(Stored items)
'''
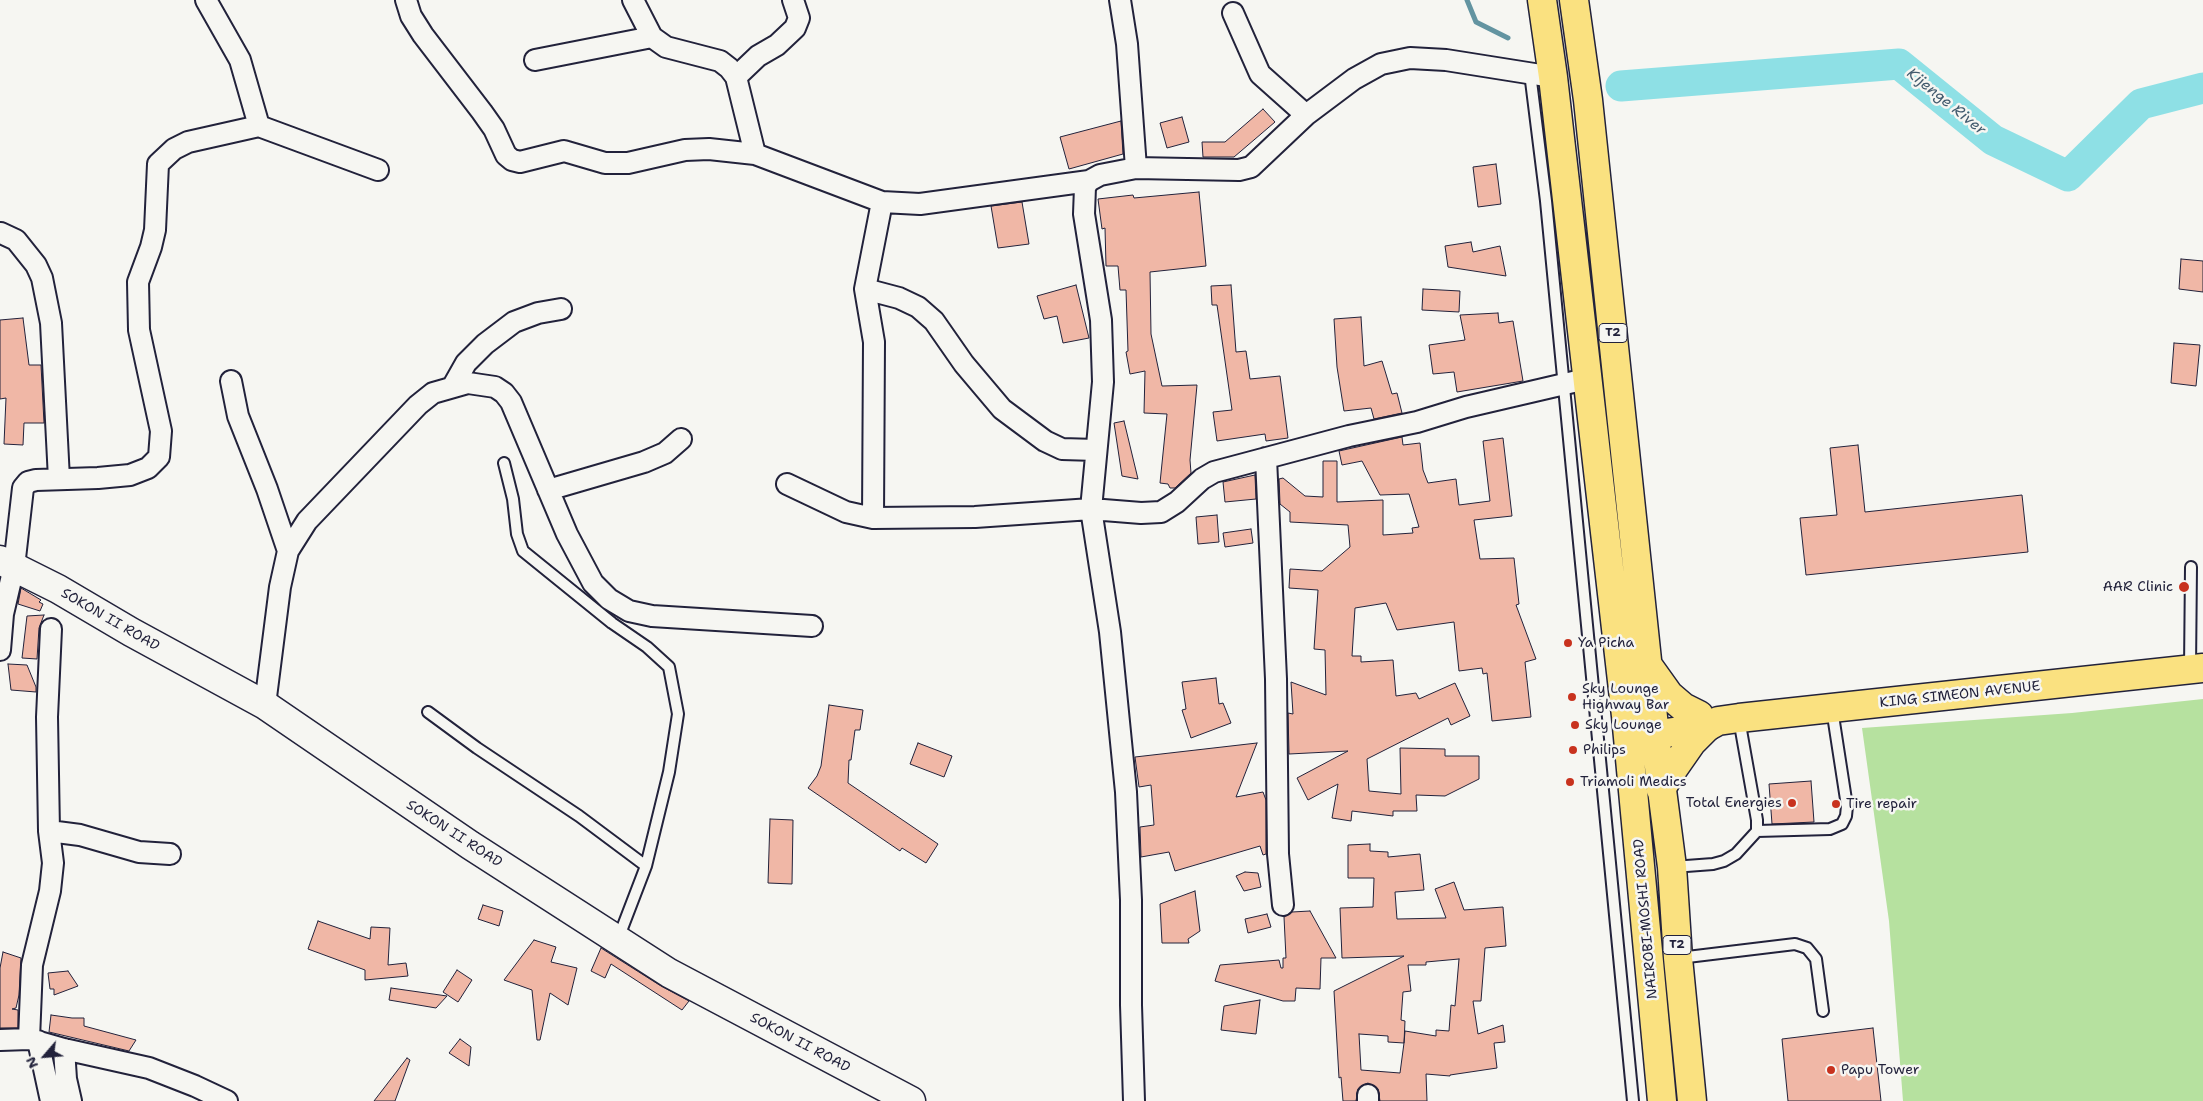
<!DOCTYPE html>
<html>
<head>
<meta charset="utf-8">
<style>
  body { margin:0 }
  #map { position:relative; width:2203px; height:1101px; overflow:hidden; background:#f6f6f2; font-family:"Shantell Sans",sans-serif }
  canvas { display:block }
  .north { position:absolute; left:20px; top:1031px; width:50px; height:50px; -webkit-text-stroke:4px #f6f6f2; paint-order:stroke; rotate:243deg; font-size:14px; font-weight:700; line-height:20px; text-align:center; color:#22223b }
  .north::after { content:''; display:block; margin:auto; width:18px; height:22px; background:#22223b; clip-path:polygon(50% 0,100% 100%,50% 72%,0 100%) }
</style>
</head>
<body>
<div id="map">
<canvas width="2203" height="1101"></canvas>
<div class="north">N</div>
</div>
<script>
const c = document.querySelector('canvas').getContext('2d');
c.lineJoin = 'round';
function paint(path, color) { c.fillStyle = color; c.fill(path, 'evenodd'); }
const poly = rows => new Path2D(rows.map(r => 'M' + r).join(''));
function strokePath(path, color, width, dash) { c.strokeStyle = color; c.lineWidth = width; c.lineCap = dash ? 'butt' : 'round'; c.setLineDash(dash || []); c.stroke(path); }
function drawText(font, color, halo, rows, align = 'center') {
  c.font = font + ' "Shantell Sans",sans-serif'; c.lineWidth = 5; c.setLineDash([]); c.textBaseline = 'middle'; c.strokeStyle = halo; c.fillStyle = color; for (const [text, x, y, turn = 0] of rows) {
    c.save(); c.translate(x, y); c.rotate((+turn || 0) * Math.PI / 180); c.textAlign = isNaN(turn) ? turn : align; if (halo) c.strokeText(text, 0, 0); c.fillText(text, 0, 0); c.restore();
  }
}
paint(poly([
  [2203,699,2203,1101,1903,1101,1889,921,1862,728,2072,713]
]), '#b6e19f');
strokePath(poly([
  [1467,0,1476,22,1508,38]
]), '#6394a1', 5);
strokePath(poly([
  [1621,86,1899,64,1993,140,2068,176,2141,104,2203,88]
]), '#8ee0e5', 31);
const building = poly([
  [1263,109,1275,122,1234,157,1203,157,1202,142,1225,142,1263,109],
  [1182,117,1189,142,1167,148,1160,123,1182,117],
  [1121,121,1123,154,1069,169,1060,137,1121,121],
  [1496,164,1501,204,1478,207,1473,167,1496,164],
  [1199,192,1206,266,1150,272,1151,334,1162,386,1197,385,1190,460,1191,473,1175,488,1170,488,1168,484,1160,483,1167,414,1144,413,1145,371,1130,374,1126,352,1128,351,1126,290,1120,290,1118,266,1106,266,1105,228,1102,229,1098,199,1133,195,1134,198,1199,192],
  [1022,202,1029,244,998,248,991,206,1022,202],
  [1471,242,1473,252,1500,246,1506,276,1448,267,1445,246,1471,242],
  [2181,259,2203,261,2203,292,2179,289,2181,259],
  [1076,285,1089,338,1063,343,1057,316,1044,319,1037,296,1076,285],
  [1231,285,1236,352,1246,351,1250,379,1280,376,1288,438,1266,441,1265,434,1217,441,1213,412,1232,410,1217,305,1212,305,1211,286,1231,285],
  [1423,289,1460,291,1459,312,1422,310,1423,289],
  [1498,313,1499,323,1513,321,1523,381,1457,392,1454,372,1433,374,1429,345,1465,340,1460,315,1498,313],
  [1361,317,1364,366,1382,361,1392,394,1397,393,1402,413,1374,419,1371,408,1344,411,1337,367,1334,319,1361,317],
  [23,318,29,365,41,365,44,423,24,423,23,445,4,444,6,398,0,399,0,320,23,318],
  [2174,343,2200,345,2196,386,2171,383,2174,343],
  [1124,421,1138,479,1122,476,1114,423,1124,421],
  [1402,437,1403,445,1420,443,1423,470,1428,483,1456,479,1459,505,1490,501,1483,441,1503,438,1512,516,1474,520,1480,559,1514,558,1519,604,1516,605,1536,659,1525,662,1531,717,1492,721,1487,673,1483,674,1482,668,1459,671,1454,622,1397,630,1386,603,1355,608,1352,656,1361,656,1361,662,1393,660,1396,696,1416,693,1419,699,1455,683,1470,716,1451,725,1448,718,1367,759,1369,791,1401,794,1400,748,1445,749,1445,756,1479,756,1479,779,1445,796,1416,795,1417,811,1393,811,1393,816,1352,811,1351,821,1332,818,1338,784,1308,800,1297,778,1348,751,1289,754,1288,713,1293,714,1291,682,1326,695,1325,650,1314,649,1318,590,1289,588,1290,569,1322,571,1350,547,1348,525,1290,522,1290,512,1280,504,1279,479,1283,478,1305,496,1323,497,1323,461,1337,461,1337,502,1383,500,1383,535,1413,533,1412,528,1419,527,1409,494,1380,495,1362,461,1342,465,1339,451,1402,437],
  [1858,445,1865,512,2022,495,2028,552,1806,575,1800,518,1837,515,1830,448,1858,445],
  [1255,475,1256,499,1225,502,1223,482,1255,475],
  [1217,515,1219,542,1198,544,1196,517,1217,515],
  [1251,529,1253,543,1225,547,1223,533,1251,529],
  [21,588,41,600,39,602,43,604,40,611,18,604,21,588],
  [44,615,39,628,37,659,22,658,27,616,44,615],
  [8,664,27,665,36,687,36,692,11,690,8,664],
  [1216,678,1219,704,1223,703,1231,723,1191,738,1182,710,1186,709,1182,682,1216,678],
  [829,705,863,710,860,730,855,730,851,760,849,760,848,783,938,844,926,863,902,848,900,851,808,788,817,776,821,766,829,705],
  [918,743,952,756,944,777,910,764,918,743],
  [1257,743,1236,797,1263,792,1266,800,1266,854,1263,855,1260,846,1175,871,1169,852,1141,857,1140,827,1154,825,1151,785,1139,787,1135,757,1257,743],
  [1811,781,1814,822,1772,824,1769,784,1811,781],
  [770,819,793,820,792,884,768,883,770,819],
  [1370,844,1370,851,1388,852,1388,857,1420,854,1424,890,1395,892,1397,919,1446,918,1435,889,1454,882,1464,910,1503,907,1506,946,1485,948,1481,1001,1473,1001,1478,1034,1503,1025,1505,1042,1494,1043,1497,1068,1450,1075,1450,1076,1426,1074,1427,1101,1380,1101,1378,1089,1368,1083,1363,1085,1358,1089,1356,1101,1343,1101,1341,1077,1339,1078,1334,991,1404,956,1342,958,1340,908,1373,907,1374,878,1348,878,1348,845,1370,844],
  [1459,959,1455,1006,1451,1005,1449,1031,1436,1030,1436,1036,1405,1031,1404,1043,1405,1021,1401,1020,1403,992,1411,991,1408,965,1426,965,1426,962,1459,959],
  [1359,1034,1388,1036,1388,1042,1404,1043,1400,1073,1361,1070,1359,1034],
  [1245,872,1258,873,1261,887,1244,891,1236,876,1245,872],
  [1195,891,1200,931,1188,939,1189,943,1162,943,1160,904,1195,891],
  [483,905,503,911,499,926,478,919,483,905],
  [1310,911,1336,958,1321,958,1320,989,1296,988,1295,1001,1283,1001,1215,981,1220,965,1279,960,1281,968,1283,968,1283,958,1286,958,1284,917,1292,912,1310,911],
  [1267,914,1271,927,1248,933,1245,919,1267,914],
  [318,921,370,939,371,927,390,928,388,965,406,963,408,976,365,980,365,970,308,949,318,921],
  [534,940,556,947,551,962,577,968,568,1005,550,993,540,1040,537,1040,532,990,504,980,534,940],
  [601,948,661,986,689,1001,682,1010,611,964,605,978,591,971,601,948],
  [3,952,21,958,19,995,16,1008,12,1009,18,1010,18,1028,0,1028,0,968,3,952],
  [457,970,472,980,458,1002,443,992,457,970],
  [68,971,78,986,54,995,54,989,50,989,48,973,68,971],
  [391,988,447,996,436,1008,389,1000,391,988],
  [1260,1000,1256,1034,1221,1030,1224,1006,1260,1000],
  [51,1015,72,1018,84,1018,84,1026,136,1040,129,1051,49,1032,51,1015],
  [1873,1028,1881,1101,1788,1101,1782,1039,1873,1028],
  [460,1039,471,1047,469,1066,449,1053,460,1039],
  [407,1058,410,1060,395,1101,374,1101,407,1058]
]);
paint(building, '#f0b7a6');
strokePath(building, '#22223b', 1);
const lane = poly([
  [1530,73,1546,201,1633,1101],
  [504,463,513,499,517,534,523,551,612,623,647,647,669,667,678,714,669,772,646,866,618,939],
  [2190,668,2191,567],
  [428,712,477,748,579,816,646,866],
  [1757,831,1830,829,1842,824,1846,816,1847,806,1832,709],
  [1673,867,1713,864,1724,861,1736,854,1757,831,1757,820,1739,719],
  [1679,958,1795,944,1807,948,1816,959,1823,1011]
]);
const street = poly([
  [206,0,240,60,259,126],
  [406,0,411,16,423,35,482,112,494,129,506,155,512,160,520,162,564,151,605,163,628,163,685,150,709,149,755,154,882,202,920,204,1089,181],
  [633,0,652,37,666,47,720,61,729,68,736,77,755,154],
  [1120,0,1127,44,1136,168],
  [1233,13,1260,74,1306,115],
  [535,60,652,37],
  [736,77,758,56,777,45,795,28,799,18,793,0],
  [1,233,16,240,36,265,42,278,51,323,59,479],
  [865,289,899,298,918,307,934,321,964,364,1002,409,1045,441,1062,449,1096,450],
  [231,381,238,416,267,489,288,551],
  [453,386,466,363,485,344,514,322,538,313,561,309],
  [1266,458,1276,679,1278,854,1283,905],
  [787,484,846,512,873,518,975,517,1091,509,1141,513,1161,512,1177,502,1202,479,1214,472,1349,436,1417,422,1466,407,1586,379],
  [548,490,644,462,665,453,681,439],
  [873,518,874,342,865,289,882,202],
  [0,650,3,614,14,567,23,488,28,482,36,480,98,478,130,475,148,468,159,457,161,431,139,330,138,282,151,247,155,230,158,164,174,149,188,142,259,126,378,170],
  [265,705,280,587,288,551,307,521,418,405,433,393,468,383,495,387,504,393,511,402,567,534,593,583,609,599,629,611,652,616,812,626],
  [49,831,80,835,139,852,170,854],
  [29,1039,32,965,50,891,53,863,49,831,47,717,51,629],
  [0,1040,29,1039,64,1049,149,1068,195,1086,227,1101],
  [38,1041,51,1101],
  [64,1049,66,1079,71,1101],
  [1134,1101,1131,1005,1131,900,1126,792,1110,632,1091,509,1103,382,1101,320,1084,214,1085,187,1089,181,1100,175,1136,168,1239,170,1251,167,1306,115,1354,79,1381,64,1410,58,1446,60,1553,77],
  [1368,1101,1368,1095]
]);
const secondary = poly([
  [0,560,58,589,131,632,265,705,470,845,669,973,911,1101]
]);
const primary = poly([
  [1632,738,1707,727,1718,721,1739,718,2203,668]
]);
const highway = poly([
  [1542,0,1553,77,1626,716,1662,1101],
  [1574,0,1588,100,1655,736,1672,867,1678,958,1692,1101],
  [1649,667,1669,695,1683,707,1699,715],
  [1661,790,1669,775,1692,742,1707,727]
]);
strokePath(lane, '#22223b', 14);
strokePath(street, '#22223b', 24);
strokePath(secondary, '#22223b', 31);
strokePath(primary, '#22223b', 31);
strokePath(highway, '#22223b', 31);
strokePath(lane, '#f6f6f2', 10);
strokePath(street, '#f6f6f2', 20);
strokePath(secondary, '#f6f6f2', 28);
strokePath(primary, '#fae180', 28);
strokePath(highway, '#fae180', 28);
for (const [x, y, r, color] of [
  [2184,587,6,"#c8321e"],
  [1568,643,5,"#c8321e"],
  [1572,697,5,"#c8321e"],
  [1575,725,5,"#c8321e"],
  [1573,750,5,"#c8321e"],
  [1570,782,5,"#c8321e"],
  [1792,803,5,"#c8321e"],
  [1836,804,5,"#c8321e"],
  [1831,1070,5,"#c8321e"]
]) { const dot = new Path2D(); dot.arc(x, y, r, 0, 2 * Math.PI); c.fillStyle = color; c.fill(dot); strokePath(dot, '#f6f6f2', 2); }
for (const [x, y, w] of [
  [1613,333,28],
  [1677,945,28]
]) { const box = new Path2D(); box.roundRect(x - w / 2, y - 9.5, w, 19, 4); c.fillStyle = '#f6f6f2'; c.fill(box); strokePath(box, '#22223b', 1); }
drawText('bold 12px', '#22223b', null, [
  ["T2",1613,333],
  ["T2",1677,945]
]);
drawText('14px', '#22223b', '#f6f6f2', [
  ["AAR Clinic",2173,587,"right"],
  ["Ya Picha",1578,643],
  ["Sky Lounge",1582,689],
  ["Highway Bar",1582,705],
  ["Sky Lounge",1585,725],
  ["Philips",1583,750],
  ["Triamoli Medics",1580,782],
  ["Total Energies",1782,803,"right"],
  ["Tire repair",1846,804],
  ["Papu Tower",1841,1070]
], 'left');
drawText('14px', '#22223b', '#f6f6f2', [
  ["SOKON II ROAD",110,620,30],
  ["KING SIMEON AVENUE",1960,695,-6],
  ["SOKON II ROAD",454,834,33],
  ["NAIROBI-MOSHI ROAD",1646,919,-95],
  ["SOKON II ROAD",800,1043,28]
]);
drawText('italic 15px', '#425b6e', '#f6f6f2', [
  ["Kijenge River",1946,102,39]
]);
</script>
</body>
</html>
'''
What is being asked => Go through the entries above and copy out every line that includes the word "building".

Answer to the exercise =>
const building = poly([
paint(building, '#f0b7a6');
strokePath(building, '#22223b', 1);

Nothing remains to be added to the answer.